Hacker News new | past | comments | ask | show | jobs | submit login
How an A.I. ‘Cat-And-Mouse Game’ Generates Believable Fake Photos (nytimes.com)
197 points by gk1 on Jan 4, 2018 | hide | past | favorite | 81 comments



Good article and great tech. However, I don't know if I believe the results are as good as they claim. Many of the pictures look a bit off to me, like they all have dead eyes. Maybe celebrities generally look like that anyway, so it is being true to form. :)

In particular, I think this guy is missing a pretty significant part of his head: https://static01.nyt.com/newsgraphics/2017/12/26/ai-faces/8e...


The inventor of GANs, which have been considered the most interesting idea in ML in the last decade, is Ian Goodfellow. I met him on reddit a few years ago. I was supposed to get private ML tutoring from him, just around the time Andrew Ng opened the first Coursera course. I didn't get lessons because I gave up and eventually took the MOOC. But it's amazing to know we share the same forums and sometimes exchange a comment or two.

The great idea about GANs is that they replace one of the most hard to understand parts of a neural net - the "Loss function" - with another neural net, thus making the loss function learnable. This opens up the door for a kind of unsupervised learning that was impossible to make work before. GANs are very very important also because they are almost like reinforcement learning (actor + critic = RL, generator + discriminator = GAN), and RL is supposed to be the way to AGI.

The most famous problem of GANs is instability during training and mode collapse - which is like a student learning especially for an exam (and not in general) thus optimising for the test instead of the real thing.


> The most famous problem of GANs is instability during training and mode collapse - which is like a student learning especially for an exam (and not in general) thus optimising for the test instead of the real thing.

I must confess I haven't worker with GANs yet, but isn't that the whole point of GANs? Student is optimising for the test while the teacher is learning how to make tests as similar to reality as possible?

If I understand correctly, the main challenge is finding a way to allow teacher and student (well, generator and adversary) to learn at a similar rate, so that one doesn't stop learning because its competitor is too advanced. Is that correct?


> but isn't that the whole point of GANs?

not quite, but youre on the right path.

think about it this way: you (the generative model) are trying to predict a unit gaussian, which is just a fancy way to say bell curve. you get +1 if you predict a number in this distribution (eg 0.1 or -0.5, which is within one standard deviation of the mean of 0); you get -1 if you predict a number thats "far" from this distribution (something like 40 - which has an infinitesimally low probability of being drawn from a unit gaussian).

mode collapse, then, is when you predict 0 all the time. yes, you are technically correct but youve failed to learn the true distribution.

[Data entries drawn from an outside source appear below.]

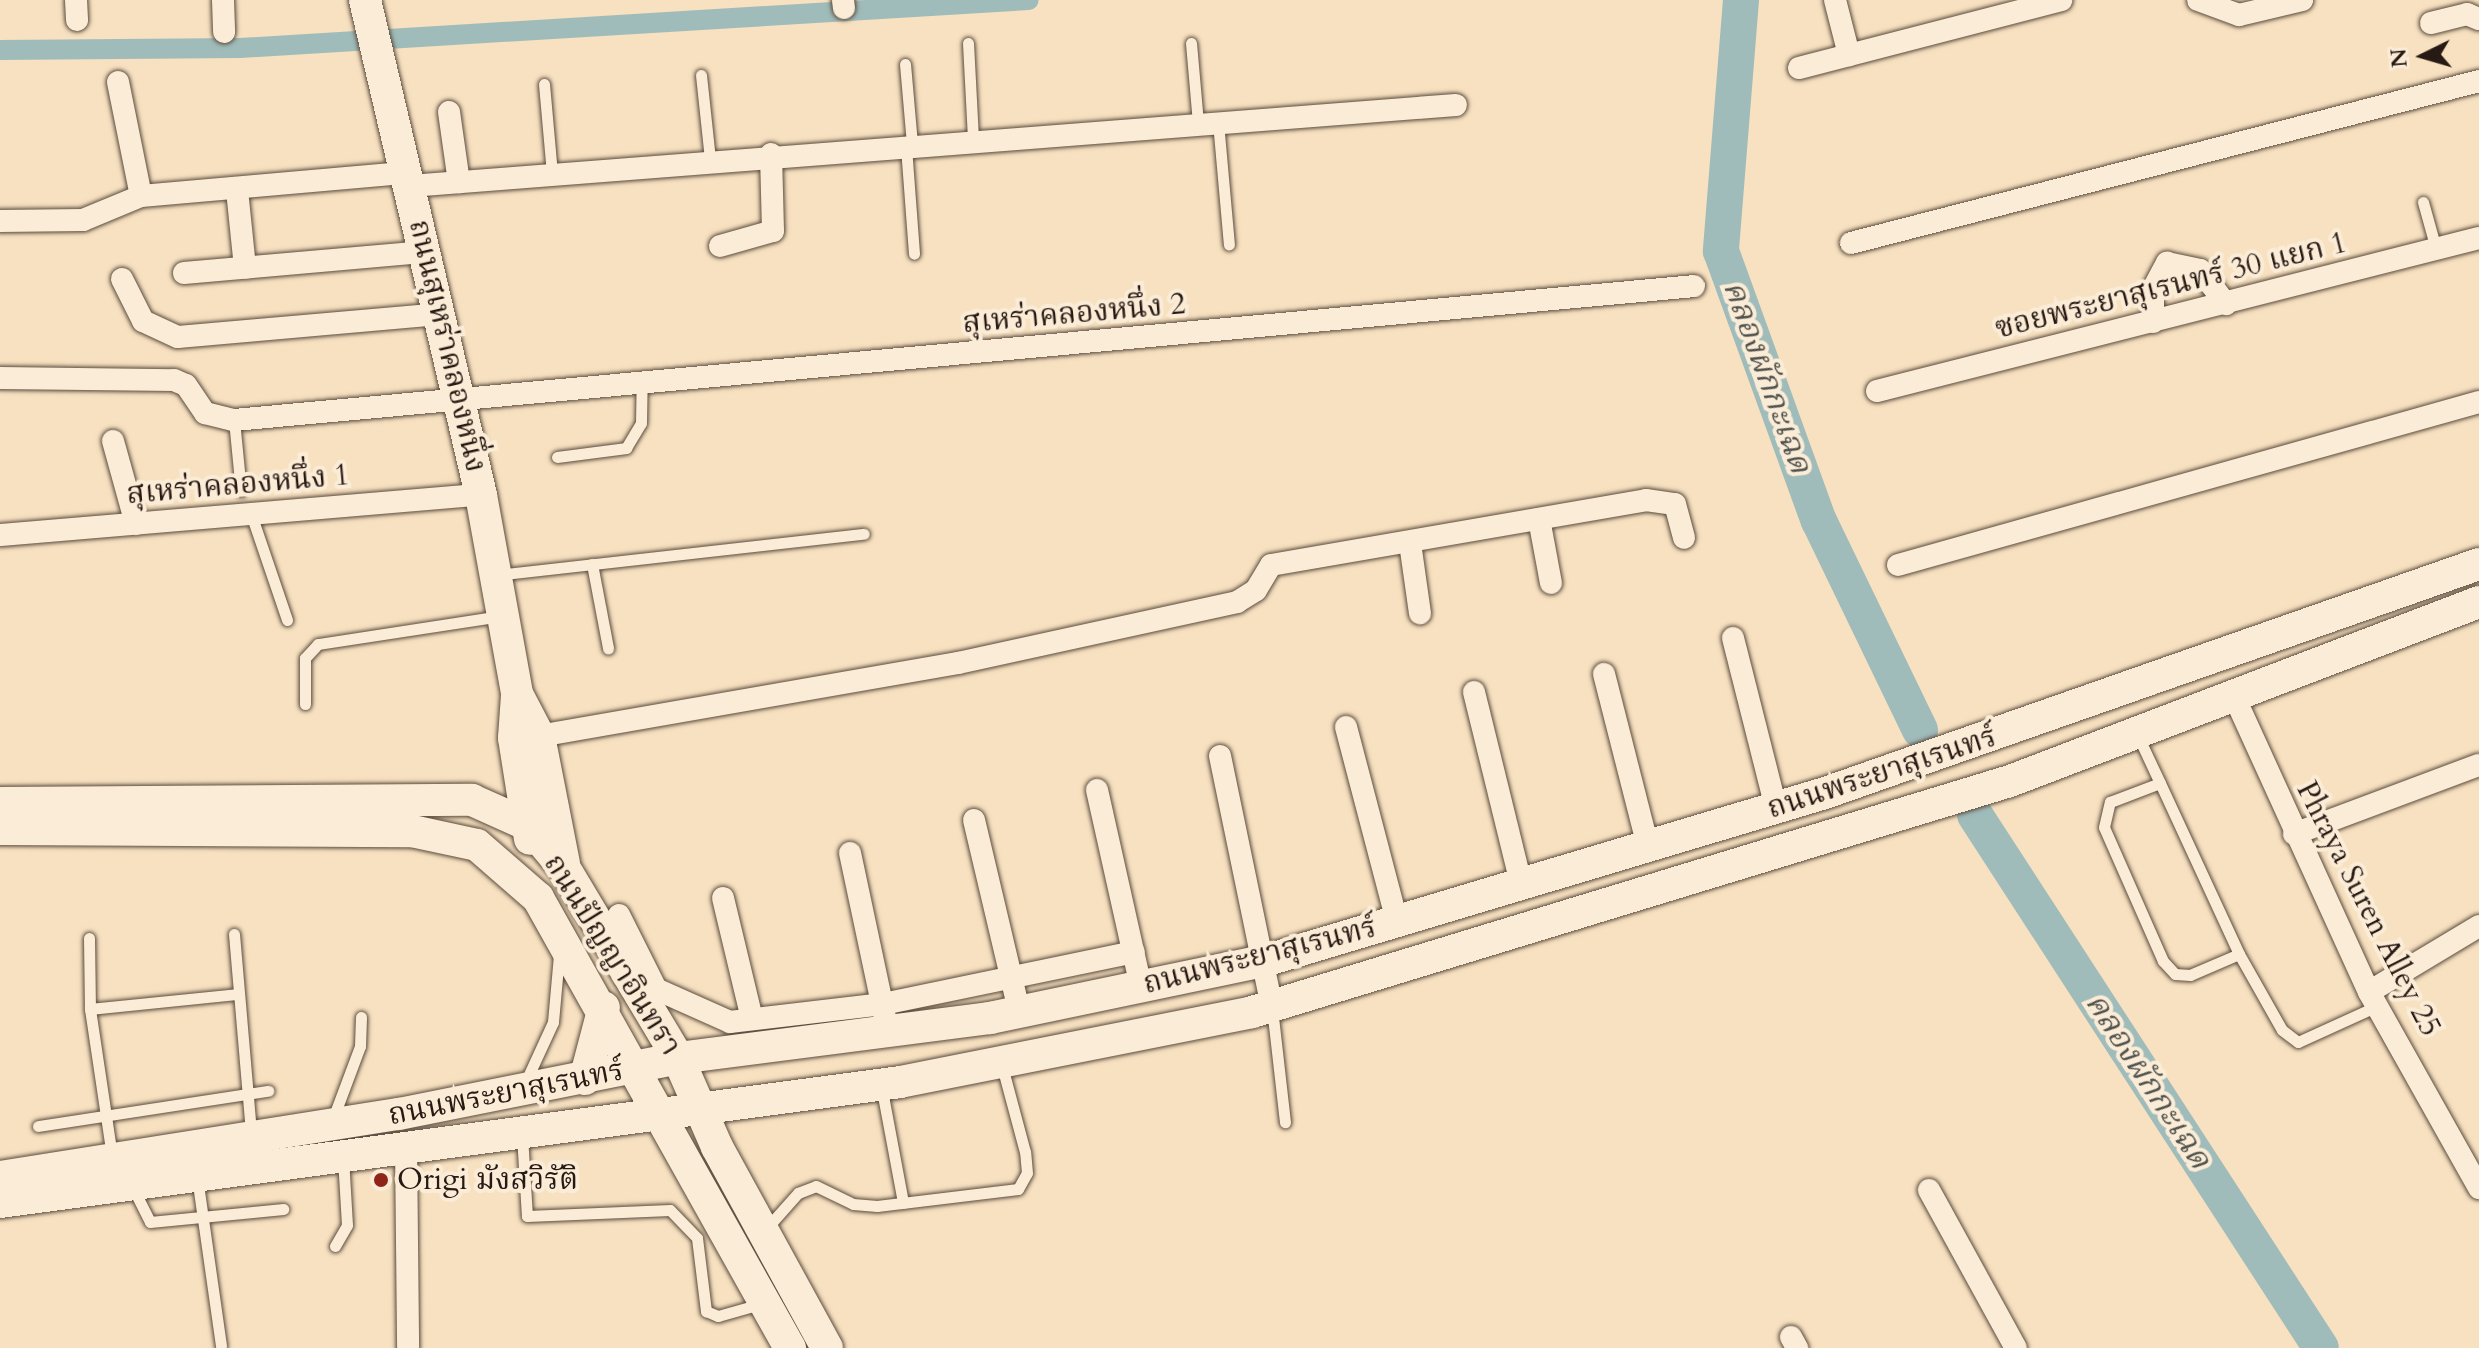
<!DOCTYPE html>
<meta charset="utf-8">
<style>
body{margin:0}
#map{position:relative;width:2479px;height:1348px;overflow:hidden;background:#f7e1c0;font-family:Cardo,"Noto Serif Thai",serif}
div>[style]{position:absolute}
[style*='--x']{left:calc(var(--x)*1px);top:calc(var(--y)*1px);width:calc(var(--w)*1px);rotate:calc(var(--a)*1deg)}
.canal>*{height:20px;margin:-10px;padding:0 10px;transform-origin:10px;border-radius:10px;background:#9fbcba}
.river>*{height:36px;margin:-18px;padding:0 18px;transform-origin:18px;border-radius:18px;background:#9fbcba}
.roads{filter:drop-shadow(0 0 2px #5b4b3e) drop-shadow(0 0 2px #5b4b3e)}
.lane>*{height:11px;margin:-5.5px;padding:0 5.5px;transform-origin:5.5px;border-radius:5.5px;background:#faecd6}
.street>*{height:22px;margin:-11px;padding:0 11px;transform-origin:11px;border-radius:11px;background:#faecd6}
.secondary>*{height:32px;margin:-16px;padding:0 16px;transform-origin:16px;border-radius:16px;background:#faecd6}
.dots>*{width:22px;height:22px;translate:-50% -50%;box-sizing:border-box;border:4px solid #faecd6;border-radius:50%}
span{translate:-50% -50%;white-space:nowrap;text-align:center;line-height:1.15;-webkit-text-stroke:8px #faecd6;paint-order:stroke}
.street-label{font-size:30px;color:#271913}
.poi-label{font-size:30px;color:#271913}
.left{translate:0 -50%;text-align:left}
.water-label{font-size:32px;color:#51524d;font-style:italic}
.north{position:absolute;left:2383px;top:16px;width:80px;height:80px;-webkit-text-stroke:6px #faecd6;paint-order:stroke;rotate:265deg;font-size:22px;font-weight:700;line-height:32px;text-align:center;color:#271913}
.north::after{content:'';display:block;margin:auto;width:28px;height:36px;background:#271913;clip-path:polygon(50% 0,100% 100%,50% 72%,0 100%)}
</style>
<div id="map">
<div class="canal">
<i style="--x:0;--y:50;--w:240;--a:-0.5"></i>
<i style="--x:240;--y:48;--w:790;--a:-3.48"></i>
</div>
<div class="river">
<i style="--x:1741;--y:0;--w:252;--a:94.6"></i>
<i style="--x:1721;--y:251;--w:287;--a:70.1"></i>
<i style="--x:1819;--y:521;--w:232;--a:64.2"></i>
<i style="--x:1975;--y:815;--w:635;--a:57.01"></i>
</div>
<div class="roads">
<div class="lane">
<i style="--x:968;--y:43;--w:96;--a:87"></i>
<i style="--x:1191;--y:43;--w:80;--a:85"></i>
<i style="--x:905;--y:64;--w:80;--a:85"></i>
<i style="--x:701;--y:75;--w:84;--a:83.9"></i>
<i style="--x:544;--y:84;--w:90;--a:84.9"></i>
<i style="--x:1218;--y:122;--w:123;--a:84.9"></i>
<i style="--x:906;--y:147;--w:107;--a:85.7"></i>
<i style="--x:2423;--y:202;--w:49;--a:74.5"></i>
<i style="--x:234;--y:420;--w:71;--a:84.4"></i>
<i style="--x:557;--y:457;--w:70;--a:-7.4"></i>
<i style="--x:626;--y:448;--w:29;--a:-59"></i>
<i style="--x:641;--y:423;--w:39;--a:-89"></i>
<i style="--x:251;--y:514;--w:112;--a:71.2"></i>
<i style="--x:592;--y:564;--w:86;--a:79.2"></i>
<i style="--x:496;--y:575;--w:370;--a:-6.4"></i>
<i style="--x:305;--y:704;--w:46;--a:-90"></i>
<i style="--x:305;--y:658;--w:19;--a:-47"></i>
<i style="--x:318;--y:644;--w:186;--a:-8.7"></i>
<i style="--x:2138;--y:736;--w:52;--a:64.9"></i>
<i style="--x:2160;--y:783;--w:188;--a:65.2"></i>
<i style="--x:2239;--y:954;--w:53;--a:156.8"></i>
<i style="--x:2190;--y:975;--w:15;--a:-176"></i>
<i style="--x:2175;--y:974;--w:18;--a:-133"></i>
<i style="--x:2163;--y:961;--w:146;--a:-113.8"></i>
<i style="--x:2104;--y:827;--w:26;--a:-77"></i>
<i style="--x:2110;--y:802;--w:53;--a:-20.8"></i>
<i style="--x:234;--y:934;--w:201;--a:85.1"></i>
<i style="--x:89;--y:938;--w:71;--a:89.2"></i>
<i style="--x:90;--y:1009;--w:149;--a:81.5"></i>
<i style="--x:2239;--y:954;--w:87;--a:60.5"></i>
<i style="--x:2282;--y:1030;--w:20;--a:37"></i>
<i style="--x:2298;--y:1042;--w:87;--a:-24.5"></i>
<i style="--x:1272;--y:1008;--w:115;--a:83.5"></i>
<i style="--x:90;--y:1009;--w:149;--a:-5.8"></i>
<i style="--x:525;--y:1083;--w:67;--a:-65.3"></i>
<i style="--x:553;--y:1022;--w:67;--a:-84.9"></i>
<i style="--x:881;--y:1085;--w:120;--a:79.4"></i>
<i style="--x:332;--y:1121;--w:80;--a:-69.5"></i>
<i style="--x:360;--y:1046;--w:29;--a:-88"></i>
<i style="--x:38;--y:1126;--w:233;--a:-8.7"></i>
<i style="--x:522;--y:1135;--w:81;--a:86.5"></i>
<i style="--x:527;--y:1216;--w:143;--a:-2.4"></i>
<i style="--x:670;--y:1210;--w:39;--a:46"></i>
<i style="--x:697;--y:1238;--w:74;--a:83"></i>
<i style="--x:706;--y:1311;--w:13;--a:23"></i>
<i style="--x:718;--y:1316;--w:44;--a:-15.9"></i>
<i style="--x:197;--y:1177;--w:171;--a:81.9"></i>
<i style="--x:132;--y:1186;--w:40;--a:63.4"></i>
<i style="--x:150;--y:1222;--w:134;--a:-5.6"></i>
<i style="--x:765;--y:1230;--w:50;--a:-48.3"></i>
<i style="--x:798;--y:1193;--w:19;--a:-21"></i>
<i style="--x:816;--y:1186;--w:41;--a:25.9"></i>
<i style="--x:853;--y:1204;--w:24;--a:5"></i>
<i style="--x:877;--y:1206;--w:142;--a:-6.9"></i>
<i style="--x:1018;--y:1189;--w:18;--a:-61"></i>
<i style="--x:1027;--y:1173;--w:21;--a:-95"></i>
<i style="--x:1025;--y:1152;--w:89;--a:-105"></i>
<i style="--x:335;--y:1246;--w:24;--a:-60"></i>
<i style="--x:347;--y:1225;--w:67;--a:-93.4"></i>
</div>
<div class="street">
<i style="--x:76;--y:0;--w:20;--a:87"></i>
<i style="--x:223;--y:0;--w:32;--a:88"></i>
<i style="--x:843;--y:0;--w:8;--a:83"></i>
<i style="--x:1835;--y:0;--w:57;--a:75.7"></i>
<i style="--x:2198;--y:0;--w:44;--a:20.1"></i>
<i style="--x:2239;--y:15;--w:65;--a:-13.4"></i>
<i style="--x:2431;--y:23;--w:37;--a:-14"></i>
<i style="--x:2467;--y:14;--w:13;--a:23"></i>
<i style="--x:1799;--y:68;--w:271;--a:-14.5"></i>
<i style="--x:118;--y:82;--w:116;--a:78.6"></i>
<i style="--x:449;--y:112;--w:71;--a:81.9"></i>
<i style="--x:410;--y:186;--w:1049;--a:-4.43"></i>
<i style="--x:237;--y:190;--w:78;--a:84.1"></i>
<i style="--x:0;--y:221;--w:83;--a:-0.7"></i>
<i style="--x:83;--y:220;--w:63;--a:-22.5"></i>
<i style="--x:141;--y:196;--w:266;--a:-5"></i>
<i style="--x:1851;--y:243;--w:649;--a:-14.46"></i>
<i style="--x:720;--y:246;--w:55;--a:-15.8"></i>
<i style="--x:773;--y:231;--w:77;--a:-91.5"></i>
<i style="--x:184;--y:273;--w:242;--a:-5"></i>
<i style="--x:122;--y:279;--w:47;--a:63.4"></i>
<i style="--x:143;--y:321;--w:38;--a:25"></i>
<i style="--x:178;--y:337;--w:262;--a:-5"></i>
<i style="--x:2153;--y:322;--w:33;--a:-90"></i>
<i style="--x:2153;--y:289;--w:30;--a:-62"></i>
<i style="--x:2167;--y:263;--w:34;--a:12"></i>
<i style="--x:2200;--y:270;--w:43;--a:52.6"></i>
<i style="--x:0;--y:378;--w:174;--a:0.7"></i>
<i style="--x:174;--y:380;--w:13;--a:23"></i>
<i style="--x:186;--y:385;--w:34;--a:56"></i>
<i style="--x:205;--y:413;--w:30;--a:14"></i>
<i style="--x:234;--y:420;--w:1466;--a:-5.24"></i>
<i style="--x:1877;--y:391;--w:621;--a:-14.26"></i>
<i style="--x:113;--y:441;--w:86;--a:74.5"></i>
<i style="--x:1539;--y:519;--w:65;--a:79.4"></i>
<i style="--x:0;--y:535;--w:483;--a:-4.8"></i>
<i style="--x:1410;--y:543;--w:71;--a:81.9"></i>
<i style="--x:1898;--y:565;--w:603;--a:-15.67"></i>
<i style="--x:1733;--y:638;--w:175;--a:75.8"></i>
<i style="--x:1604;--y:674;--w:178;--a:75.7"></i>
<i style="--x:1474;--y:692;--w:198;--a:76.2"></i>
<i style="--x:2234;--y:696;--w:325;--a:65.5"></i>
<i style="--x:2369;--y:992;--w:225;--a:60.7"></i>
<i style="--x:1346;--y:727;--w:201;--a:75.3"></i>
<i style="--x:539;--y:736;--w:425;--a:-9.9"></i>
<i style="--x:958;--y:663;--w:286;--a:-12.3"></i>
<i style="--x:1237;--y:602;--w:22;--a:-32"></i>
<i style="--x:1256;--y:590;--w:29;--a:-59"></i>
<i style="--x:1271;--y:565;--w:381;--a:-9.8"></i>
<i style="--x:1646;--y:500;--w:29;--a:8"></i>
<i style="--x:1675;--y:504;--w:35;--a:75"></i>
<i style="--x:1220;--y:756;--w:255;--a:78.3"></i>
<i style="--x:1097;--y:790;--w:202;--a:77.4"></i>
<i style="--x:974;--y:820;--w:196;--a:76.7"></i>
<i style="--x:2294;--y:834;--w:197;--a:-20.5"></i>
<i style="--x:850;--y:853;--w:169;--a:78"></i>
<i style="--x:723;--y:898;--w:124;--a:76.5"></i>
<i style="--x:619;--y:915;--w:83;--a:63.4"></i>
<i style="--x:656;--y:989;--w:81;--a:24"></i>
<i style="--x:730;--y:1022;--w:154;--a:-6.7"></i>
<i style="--x:883;--y:1004;--w:256;--a:-11.7"></i>
<i style="--x:2369;--y:992;--w:128;--a:-31"></i>
<i style="--x:406;--y:1146;--w:202;--a:89.4"></i>
<i style="--x:1929;--y:1190;--w:180;--a:61.2"></i>
<i style="--x:1791;--y:1337;--w:13;--a:61"></i>
</div>
<div class="secondary">
<i style="--x:365;--y:0;--w:508;--a:76.81"></i>
<i style="--x:481;--y:495;--w:202;--a:79.7"></i>
<i style="--x:517;--y:694;--w:47;--a:62.4"></i>
<i style="--x:539;--y:736;--w:130;--a:78.9"></i>
<i style="--x:517;--y:695;--w:43;--a:94"></i>
<i style="--x:514;--y:738;--w:102;--a:81"></i>
<i style="--x:0;--y:803;--w:472;--a:-0.4"></i>
<i style="--x:472;--y:800;--w:61;--a:24.1"></i>
<i style="--x:528;--y:825;--w:57;--a:49.9"></i>
<i style="--x:565;--y:869;--w:220;--a:59.1"></i>
<i style="--x:678;--y:1058;--w:97;--a:66.3"></i>
<i style="--x:717;--y:1147;--w:229;--a:61.3"></i>
<i style="--x:0;--y:829;--w:412;--a:0.3"></i>
<i style="--x:412;--y:831;--w:66;--a:12.2"></i>
<i style="--x:477;--y:845;--w:81;--a:41"></i>
<i style="--x:538;--y:898;--w:516;--a:60.75"></i>
<i style="--x:585;--y:1079;--w:74;--a:-75.2"></i>
<i style="--x:0;--y:1177;--w:404;--a:-9"></i>
<i style="--x:399;--y:1114;--w:285;--a:-11.3"></i>
<i style="--x:678;--y:1058;--w:315;--a:-7.3"></i>
<i style="--x:990;--y:1018;--w:280;--a:-11.8"></i>
<i style="--x:1264;--y:961;--w:586;--a:-16.67"></i>
<i style="--x:1825;--y:793;--w:693;--a:-19.3"></i>
<i style="--x:0;--y:1202;--w:908;--a:-7.59"></i>
<i style="--x:900;--y:1082;--w:359;--a:-11.2"></i>
<i style="--x:1252;--y:1012;--w:792;--a:-16.95"></i>
<i style="--x:2010;--y:781;--w:502;--a:-20.89"></i>
</div>
</div>
<div class="dots">
<i style="left:381px;top:1180px;background:#8f2418"></i>
</div>
<div class="street-label">
<span style="left:2171px;top:286px;rotate:-14deg">ซอยพระยาสุเรนทร์ 30 แยก 1</span>
<span style="left:1074px;top:314px;rotate:-5deg">สุเหร่าคลองหนึ่ง 2</span>
<span style="left:447px;top:346px;rotate:77deg">ถนนสุเหร่าคลองหนึ่ง</span>
<span style="left:238px;top:485px;rotate:-5deg">สุเหร่าคลองหนึ่ง 1</span>
<span style="left:1882px;top:773px;rotate:-18deg">ถนนพระยาสุเรนทร์</span>
<span style="left:2368px;top:909px;rotate:63deg">Phraya Suren Alley 25</span>
<span style="left:612px;top:955px;rotate:58deg">ถนนปัญญาอินทรา</span>
<span style="left:1260px;top:956px;rotate:-14deg">ถนนพระยาสุเรนทร์</span>
<span style="left:506px;top:1093px;rotate:-11deg">ถนนพระยาสุเรนทร์</span>
</div>
<div class="poi-label">
<span class="left" style="left:397px;top:1180px">Origi มังสวิรัติ</span>
</div>
<div class="water-label">
<span style="left:1767px;top:377px;rotate:70deg">คลองผักกะเฉด</span>
<span style="left:2148px;top:1081px;rotate:57deg">คลองผักกะเฉด</span>
</div>
<div class="north">N</div>
</div>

obviously ive simplified this quite a bit and have anthropomorphize the model, but i hope you get the gist. otherwise, the [original paper](https://arxiv.org/abs/1406.2661) is refreshingly easy to read.


Thanks!


> private ML tutoring from him

> I didn't get lessons because I gave up and eventually took the MOOC

Udacity still didn't get him onboard. I took DLF ND because of the tutoring they promised, did GANs as my first project to be in the queue, then graduated later still with no mentoring sessions. So you didn't miss anything by dropping out. How were Ng's new lessons? Worth taking it if I did DLF + fast.ai already?

BTW, GANs main use might be allowing almost fully unsupervised learning by extending small datasets with believable data.


> BTW, GANs main use might be allowing almost fully unsupervised learning by extending small datasets with believable data.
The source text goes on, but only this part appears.